A pebbled walk that labyrinths
'Twixt parallels of verdant box
To where, broad-based on grotesque plinths,
'Mid cushions of moss-padded rocks,

Rises a ruined pleasure-house,
Of shattered column, broken dome,
Where, reveling in thick carouse,
The buoyant ivy makes its home.

And here from bank, and there from bed,
Down the mad rillet's jubilant lymph,
The lavish violet's odors shed
In breathings of a fountain nymph.

And where, in lichened hoariness,
The broken marble dial-plate
Basks in the Summer's sultriness,
Rich houri roses palpitate.

Voluptuous, languid with perfumes,
As were the beauties that of old,
In damask satins, jeweled plumes,
With powdered gallants here that strolled.

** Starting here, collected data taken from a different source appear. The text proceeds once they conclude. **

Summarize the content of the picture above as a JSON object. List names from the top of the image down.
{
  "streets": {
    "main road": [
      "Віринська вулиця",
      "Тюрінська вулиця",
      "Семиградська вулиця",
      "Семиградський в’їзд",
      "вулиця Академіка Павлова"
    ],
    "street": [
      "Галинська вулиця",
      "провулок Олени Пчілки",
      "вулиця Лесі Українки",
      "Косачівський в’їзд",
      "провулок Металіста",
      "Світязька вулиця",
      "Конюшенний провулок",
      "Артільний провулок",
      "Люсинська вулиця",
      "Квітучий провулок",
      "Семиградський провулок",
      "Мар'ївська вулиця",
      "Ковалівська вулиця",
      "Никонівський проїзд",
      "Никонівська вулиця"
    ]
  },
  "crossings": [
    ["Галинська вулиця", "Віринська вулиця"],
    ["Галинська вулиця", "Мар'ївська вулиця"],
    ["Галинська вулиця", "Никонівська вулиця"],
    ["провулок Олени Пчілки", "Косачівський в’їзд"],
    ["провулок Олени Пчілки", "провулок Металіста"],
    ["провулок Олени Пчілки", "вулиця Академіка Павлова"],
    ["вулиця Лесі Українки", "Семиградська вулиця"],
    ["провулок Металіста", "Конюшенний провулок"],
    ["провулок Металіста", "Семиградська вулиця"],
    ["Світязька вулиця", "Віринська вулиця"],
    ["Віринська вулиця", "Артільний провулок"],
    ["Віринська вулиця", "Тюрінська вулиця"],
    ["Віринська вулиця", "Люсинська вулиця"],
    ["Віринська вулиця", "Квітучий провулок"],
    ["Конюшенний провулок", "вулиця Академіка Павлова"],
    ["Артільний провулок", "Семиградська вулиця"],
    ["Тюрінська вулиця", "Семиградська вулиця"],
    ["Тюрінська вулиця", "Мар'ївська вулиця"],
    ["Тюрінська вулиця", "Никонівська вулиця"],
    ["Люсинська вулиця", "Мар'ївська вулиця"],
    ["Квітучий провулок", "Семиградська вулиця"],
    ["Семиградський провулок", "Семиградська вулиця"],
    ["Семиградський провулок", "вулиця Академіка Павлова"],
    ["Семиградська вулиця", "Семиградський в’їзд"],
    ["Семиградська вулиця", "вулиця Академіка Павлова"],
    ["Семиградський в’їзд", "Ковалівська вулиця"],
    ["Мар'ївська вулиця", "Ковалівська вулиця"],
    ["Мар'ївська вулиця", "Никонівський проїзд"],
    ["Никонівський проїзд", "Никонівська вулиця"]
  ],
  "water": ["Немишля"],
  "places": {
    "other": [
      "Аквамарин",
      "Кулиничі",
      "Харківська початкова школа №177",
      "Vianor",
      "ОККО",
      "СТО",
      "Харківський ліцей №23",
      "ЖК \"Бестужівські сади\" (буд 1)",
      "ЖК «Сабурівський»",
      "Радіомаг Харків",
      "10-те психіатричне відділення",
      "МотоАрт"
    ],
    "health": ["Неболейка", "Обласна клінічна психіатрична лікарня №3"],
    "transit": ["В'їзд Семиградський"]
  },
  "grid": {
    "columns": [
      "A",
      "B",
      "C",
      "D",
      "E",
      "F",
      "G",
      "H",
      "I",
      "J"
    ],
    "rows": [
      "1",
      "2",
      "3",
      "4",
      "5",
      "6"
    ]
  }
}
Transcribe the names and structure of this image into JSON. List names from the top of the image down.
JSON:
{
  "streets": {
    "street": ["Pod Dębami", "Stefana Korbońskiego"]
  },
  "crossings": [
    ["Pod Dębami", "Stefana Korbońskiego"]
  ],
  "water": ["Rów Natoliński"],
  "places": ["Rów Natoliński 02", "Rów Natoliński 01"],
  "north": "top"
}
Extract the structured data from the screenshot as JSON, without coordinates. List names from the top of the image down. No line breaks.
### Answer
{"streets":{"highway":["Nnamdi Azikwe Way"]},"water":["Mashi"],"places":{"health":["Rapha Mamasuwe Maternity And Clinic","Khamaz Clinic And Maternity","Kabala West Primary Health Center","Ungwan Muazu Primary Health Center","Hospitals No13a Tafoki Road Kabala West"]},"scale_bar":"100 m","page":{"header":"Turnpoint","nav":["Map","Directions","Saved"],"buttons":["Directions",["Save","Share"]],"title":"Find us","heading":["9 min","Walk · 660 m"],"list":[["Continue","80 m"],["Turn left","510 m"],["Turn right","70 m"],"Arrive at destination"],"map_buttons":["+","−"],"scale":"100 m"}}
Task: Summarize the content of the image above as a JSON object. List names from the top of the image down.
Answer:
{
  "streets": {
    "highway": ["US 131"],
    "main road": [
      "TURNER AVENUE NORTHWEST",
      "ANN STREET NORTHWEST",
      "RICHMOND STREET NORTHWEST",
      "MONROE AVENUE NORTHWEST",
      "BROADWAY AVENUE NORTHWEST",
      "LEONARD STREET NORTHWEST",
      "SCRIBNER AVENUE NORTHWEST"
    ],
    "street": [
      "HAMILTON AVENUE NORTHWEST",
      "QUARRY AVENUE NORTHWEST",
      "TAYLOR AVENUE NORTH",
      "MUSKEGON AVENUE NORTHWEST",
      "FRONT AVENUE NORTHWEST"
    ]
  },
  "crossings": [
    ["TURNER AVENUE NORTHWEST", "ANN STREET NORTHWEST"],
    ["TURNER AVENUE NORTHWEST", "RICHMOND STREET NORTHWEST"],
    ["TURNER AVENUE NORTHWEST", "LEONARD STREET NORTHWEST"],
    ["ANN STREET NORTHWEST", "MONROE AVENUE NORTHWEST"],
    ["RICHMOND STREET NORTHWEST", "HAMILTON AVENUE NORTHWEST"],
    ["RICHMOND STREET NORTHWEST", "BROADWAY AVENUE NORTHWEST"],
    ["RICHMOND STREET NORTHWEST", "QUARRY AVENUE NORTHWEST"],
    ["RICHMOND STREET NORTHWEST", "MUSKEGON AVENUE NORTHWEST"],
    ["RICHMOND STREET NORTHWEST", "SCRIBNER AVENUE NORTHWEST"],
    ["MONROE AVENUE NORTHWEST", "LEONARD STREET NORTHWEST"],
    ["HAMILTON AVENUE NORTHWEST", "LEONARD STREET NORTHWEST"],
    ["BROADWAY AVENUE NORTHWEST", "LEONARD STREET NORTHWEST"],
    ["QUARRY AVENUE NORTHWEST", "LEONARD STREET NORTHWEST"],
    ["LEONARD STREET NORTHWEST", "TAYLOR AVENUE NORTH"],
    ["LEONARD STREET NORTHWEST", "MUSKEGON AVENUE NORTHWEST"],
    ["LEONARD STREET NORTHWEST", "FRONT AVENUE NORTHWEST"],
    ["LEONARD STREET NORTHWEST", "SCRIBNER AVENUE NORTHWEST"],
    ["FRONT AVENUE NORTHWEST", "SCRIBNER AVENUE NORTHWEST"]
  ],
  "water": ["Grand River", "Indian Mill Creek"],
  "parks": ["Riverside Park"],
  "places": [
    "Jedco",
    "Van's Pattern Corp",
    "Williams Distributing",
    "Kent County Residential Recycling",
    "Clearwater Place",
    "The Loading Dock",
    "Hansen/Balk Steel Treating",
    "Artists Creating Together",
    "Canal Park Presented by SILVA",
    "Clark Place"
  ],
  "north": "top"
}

When slender rapiers, proud with gems,
Sneered at the sun their haughty hues,
And Touchstone wit and apothegms
Laughed down the long, cool avenues.

Two pleated bowers of woodbine pave,
'Neath all their heaviness of musk,
Two fountains of pellucid wave,
With sunlight-tessellated dusk.

Beholding these, I seem to feel
An exodus of earthly sight,
An influx of ecstatic weal
Poured thro' my eyes in jets of light.

And so I see the fountains twain
Of hate and love in Arden there;
The time of regal Charlemagne,
Of Roland and of Oliver.

Rinaldo of Montalban's towers
Sleeps by the spring of hate; above
Bows, spilling all his face with flowers,
Angelica, who quaffed of love.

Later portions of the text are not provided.